许夏至听着他和詹语白调情,心中不快,便伸出了舌头,在他掌心舔舐。
他向她投来警告的目光,许夏至装没看到,舔得更卖力了,还一边用眼神勾他,小腿往他大腿上缠着,直到傅简挂了詹语白的电话。

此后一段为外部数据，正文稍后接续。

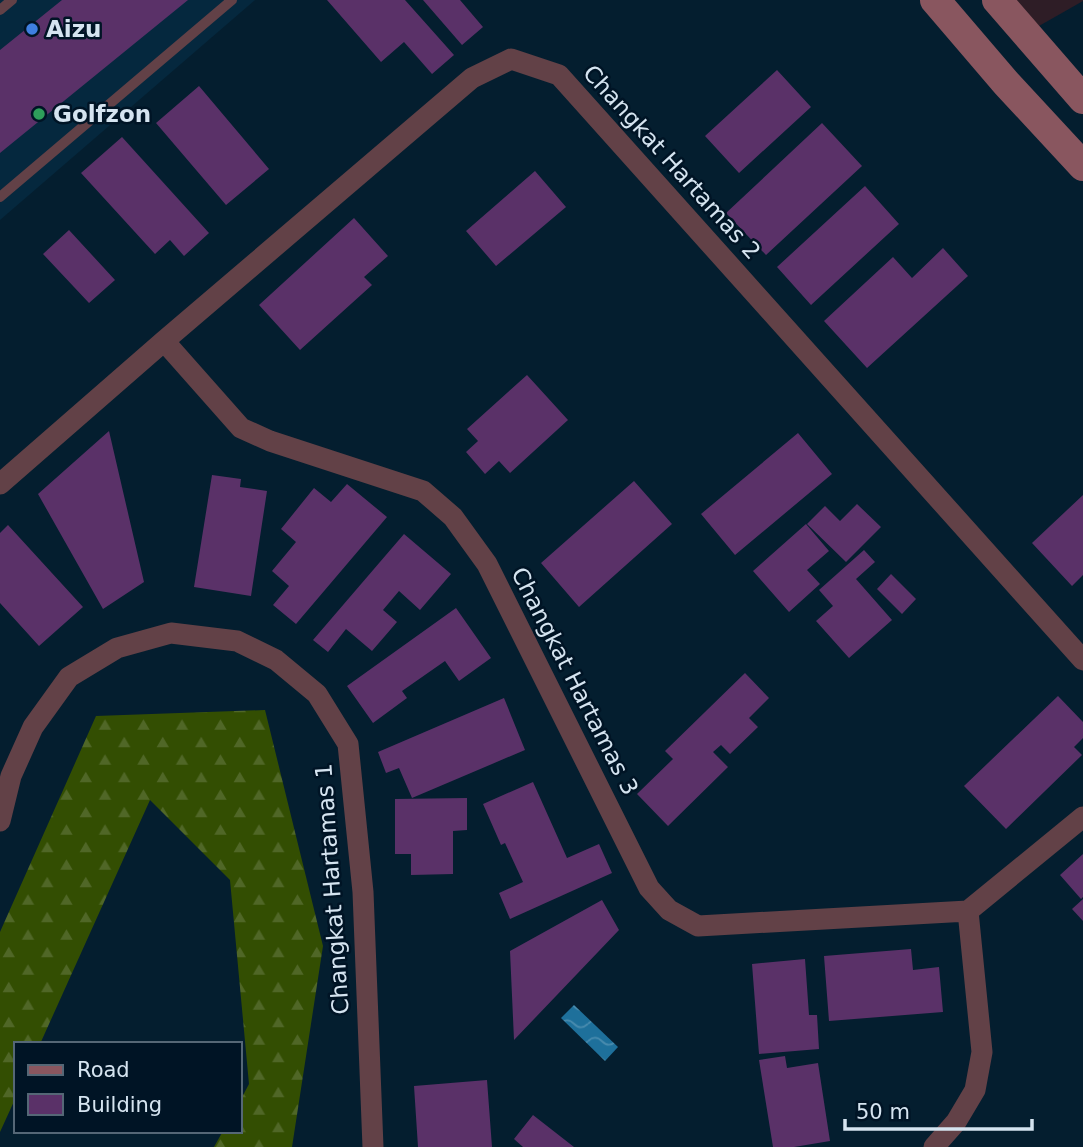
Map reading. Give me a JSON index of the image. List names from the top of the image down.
{
  "streets": {
    "street": ["Changkat Hartamas 2", "Changkat Hartamas 3", "Changkat Hartamas 1"]
  },
  "crossings": [
    ["Changkat Hartamas 2", "Changkat Hartamas 3"]
  ],
  "places": ["Aizu", "Golfzon"],
  "legend": ["Road", "Building"],
  "scale_bar": "50 m"
}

许夏至将他的手从嘴上抓了下来,舔了舔嘴唇,那两片唇瓣亮晶晶的。
她向他裤裆瞄了一下,“哥哥,敬礼了呢。”
傅简向后退了一步,整理着自己的西装,许夏至跟牛皮膏药似的,又缠了上来,“哥哥不想我么,嘴上说着不喜欢我,一看到我就这样……原来男人也会口是心非呀。”

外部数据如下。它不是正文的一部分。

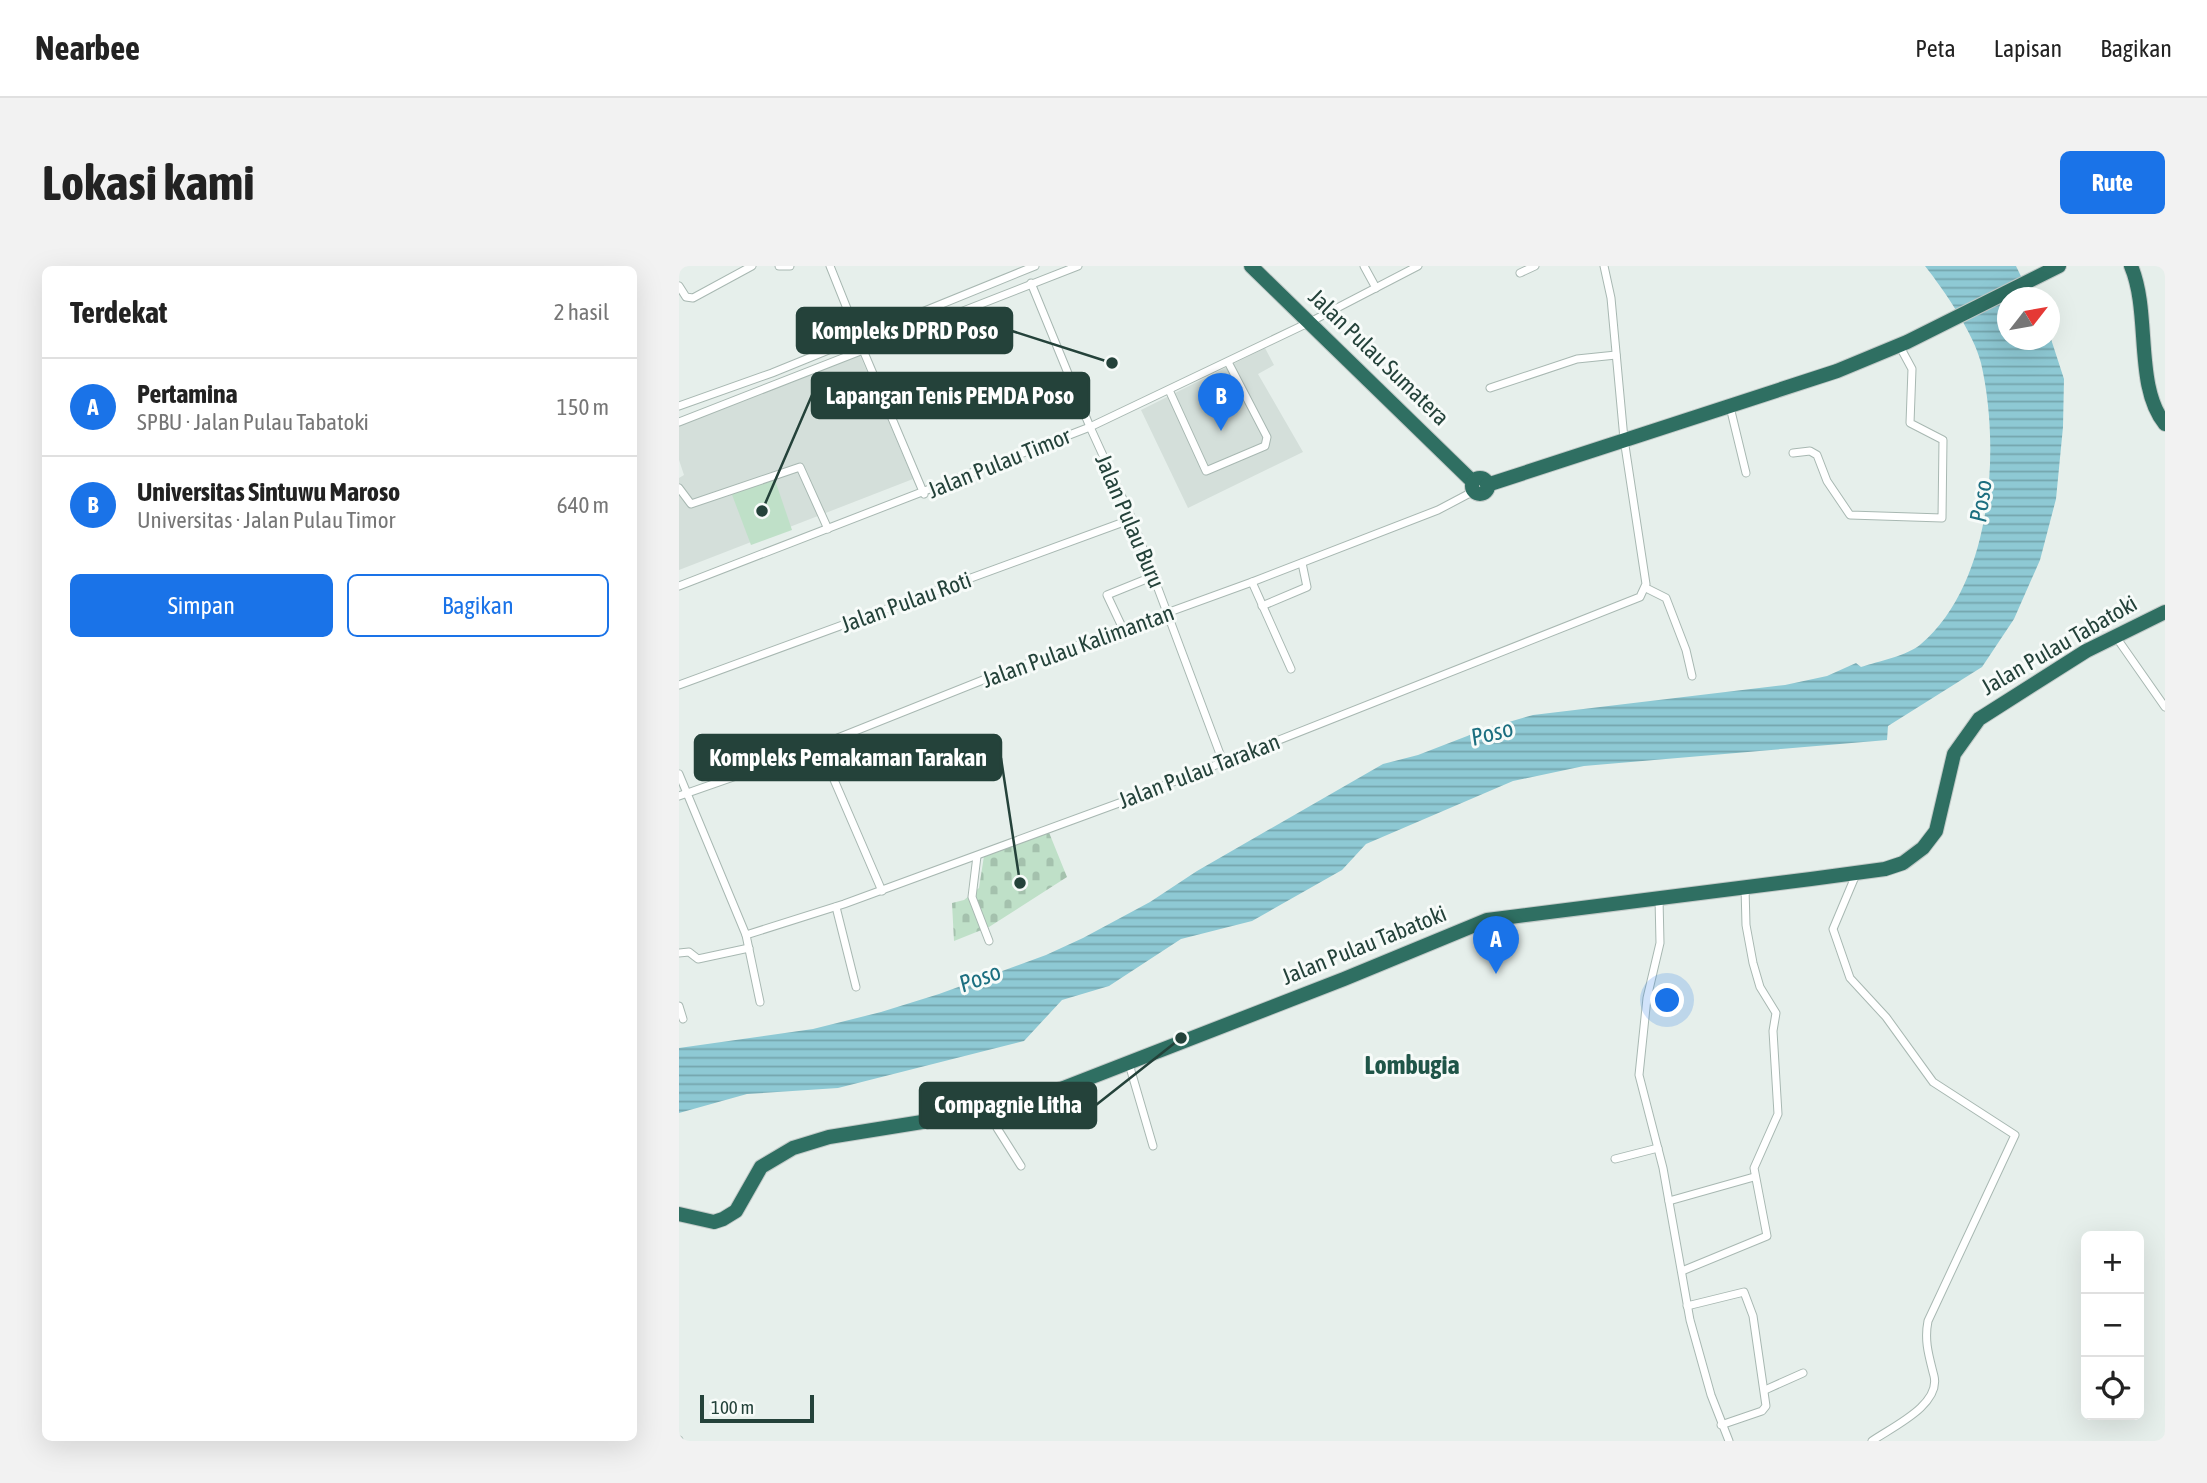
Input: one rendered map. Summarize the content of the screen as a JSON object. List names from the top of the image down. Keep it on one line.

“离我远点。”即便两人胸口贴着,傅简也无动于衷,他双手插在口袋里,警告她,“三秒,不下去,我送你去警察局。”
“不要哦。”许夏至不仅不下去,还转过身,用臀去贴他,同时不忘回头告诉他,“北城的警察,管不了纽約的事呢,啊……!”
挑衅的话音没落下,身后的男人忽然掐住了她的腰,她只觉一阵天旋地转,回过神时,人已经在男士洗手间了。
一抬头,就是傅简那张充满厌恶与冷漠的脸。
这里是男士洗手间的隔间,门板下面有大片缝隙,影影绰绰看得见外面有人走动。
许夏至胆大包天,修长的手指在挠在男人的胸肌前画着圈,红色的指甲将她的手指衬得像透明的白玉。
“哥哥把我拉进来,是想做坏事么?”她撩拨着他。
“我不想再看见你。”傅简那双性感幽深的眼睛里,散发着凛人的寒意,“离詹彦青远点。”

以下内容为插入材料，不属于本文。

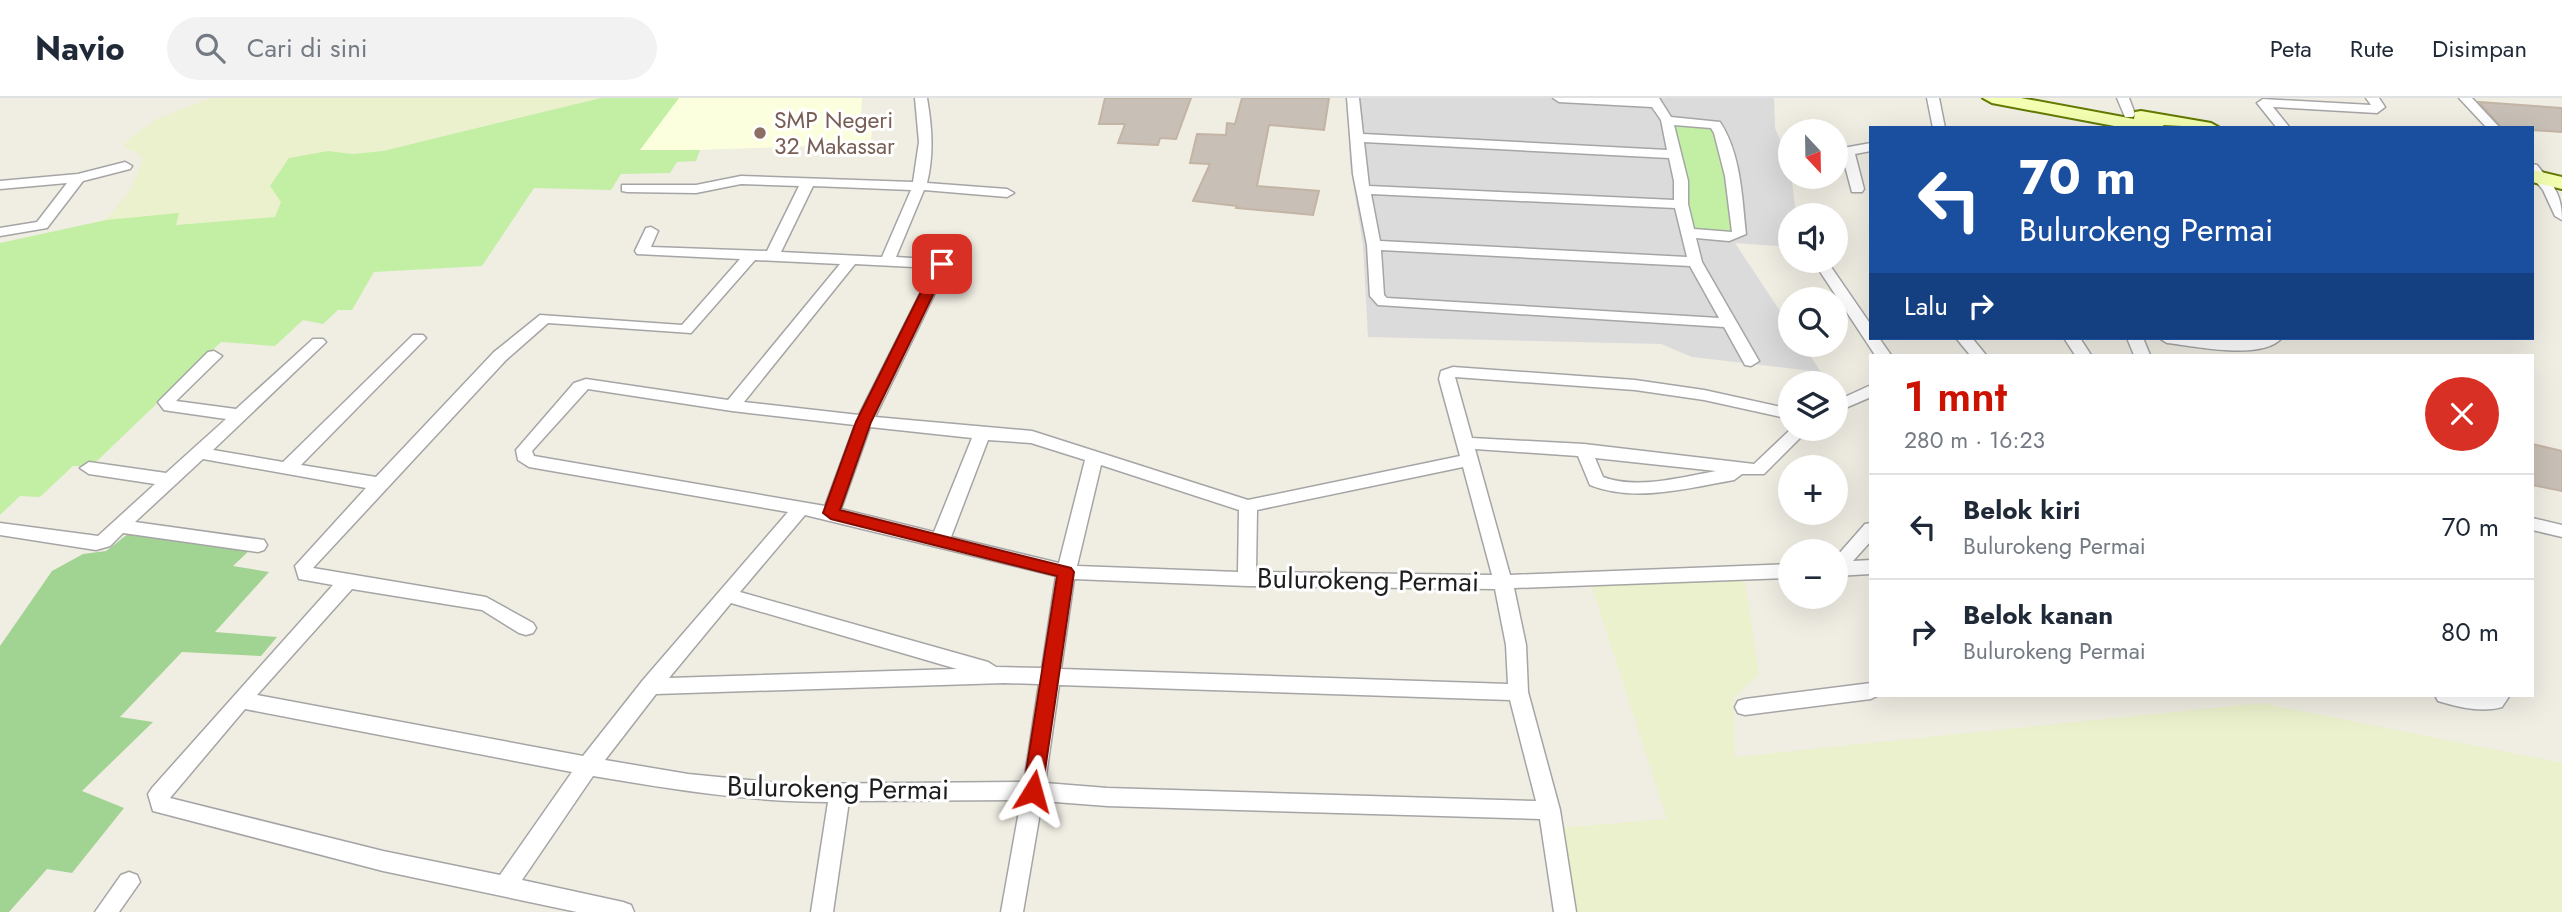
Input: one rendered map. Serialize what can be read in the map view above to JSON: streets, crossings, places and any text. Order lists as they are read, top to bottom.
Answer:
{
  "streets": {
    "street": ["Bulurokeng Permai"]
  },
  "places": ["SMP Negeri 32 Makassar"],
  "north": "bottom",
  "page": {
    "header": "Navio",
    "search": "Cari di sini",
    "nav": ["Peta", "Rute", "Disimpan"],
    "map_buttons": ["+", "−"],
    "turn": ["70 m", "Bulurokeng Permai"],
    "then": "Lalu",
    "heading": ["1 mnt", "280 m · 16:23"],
    "list": [
      {
        "name": "Belok kiri",
        "note": "Bulurokeng Permai",
        "value": "70 m"
      },
      {
        "name": "Belok kanan",
        "note": "Bulurokeng Permai",
        "value": "80 m"
      }
    ]
  }
}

半个月前下药倒贴他的女人,今天摇身一变,成了詹彦青的女人,不用想也知道,她是别有用心。
傅简一向看不上这种手段卑劣的女人。
许夏至顿时委屈了起来,我见犹怜,“是他缠着我不放,我只喜欢哥哥。”
“你叫我什么?”傅简擒住她的下巴。
“哥哥。”许夏至不害臊,脆生生又叫了一遍。
傅简“呵”了一声,“别叫了,恶心。”
“那天晚上在床上,你可不是这么说的呢。”许夏至巧笑嫣然,替他回忆着,“那天我喊你哥哥,你很兴奋啊,差点把我送走。”
傅简的手劲加大,眸底盘踞着风暴:“你要不要脸?”
许夏至没来得及回答,就听见外面一阵骚动,然后有人叫了詹彦青的名字。
“彦青,你哪里找来的极品,睡到了没?”
“没。”詹彦青的语气难得严肃,“少拿她开黄腔,她跟别人不一样。”
“我操,你认真的?”对方显然非常惊讶,毕竟詹彦青是个海王,身边女朋友半个月换一个,没见他对谁这么认真过。
“怎么,我不能认真?”詹彦青问。
“能,能,你该不会还想娶她吧,哈哈,说不定你赶在语白姐和姐夫之前把事办了。”
这话说到詹彦青心坎儿上了,他爽朗笑了起来,“你丫嘴还挺甜。”
洗手间的门板没有隔音可言,这番对话,全部传入了隔间两人的耳朵里。
许夏至不以意,傅简的面色却愈发阴翳了。
许夏至笑着说,“我知道叫你什么了……”
她踮起脚,柔软的手臂缠上了他的脖子,红唇贴到他耳畔,气若游丝,“姐夫。”
最后一个音节还没落下,傅简就拧住了她的手腕,然后是咔吧一声。
许夏至疼得眼前发黑,傅简这个狗东西居然把她的胳膊拧脱臼了!
被拧断了胳膊,许夏至没有精力再作死,傅简一把推开了她,她坐在了马桶盖上,狼狈又凌乱。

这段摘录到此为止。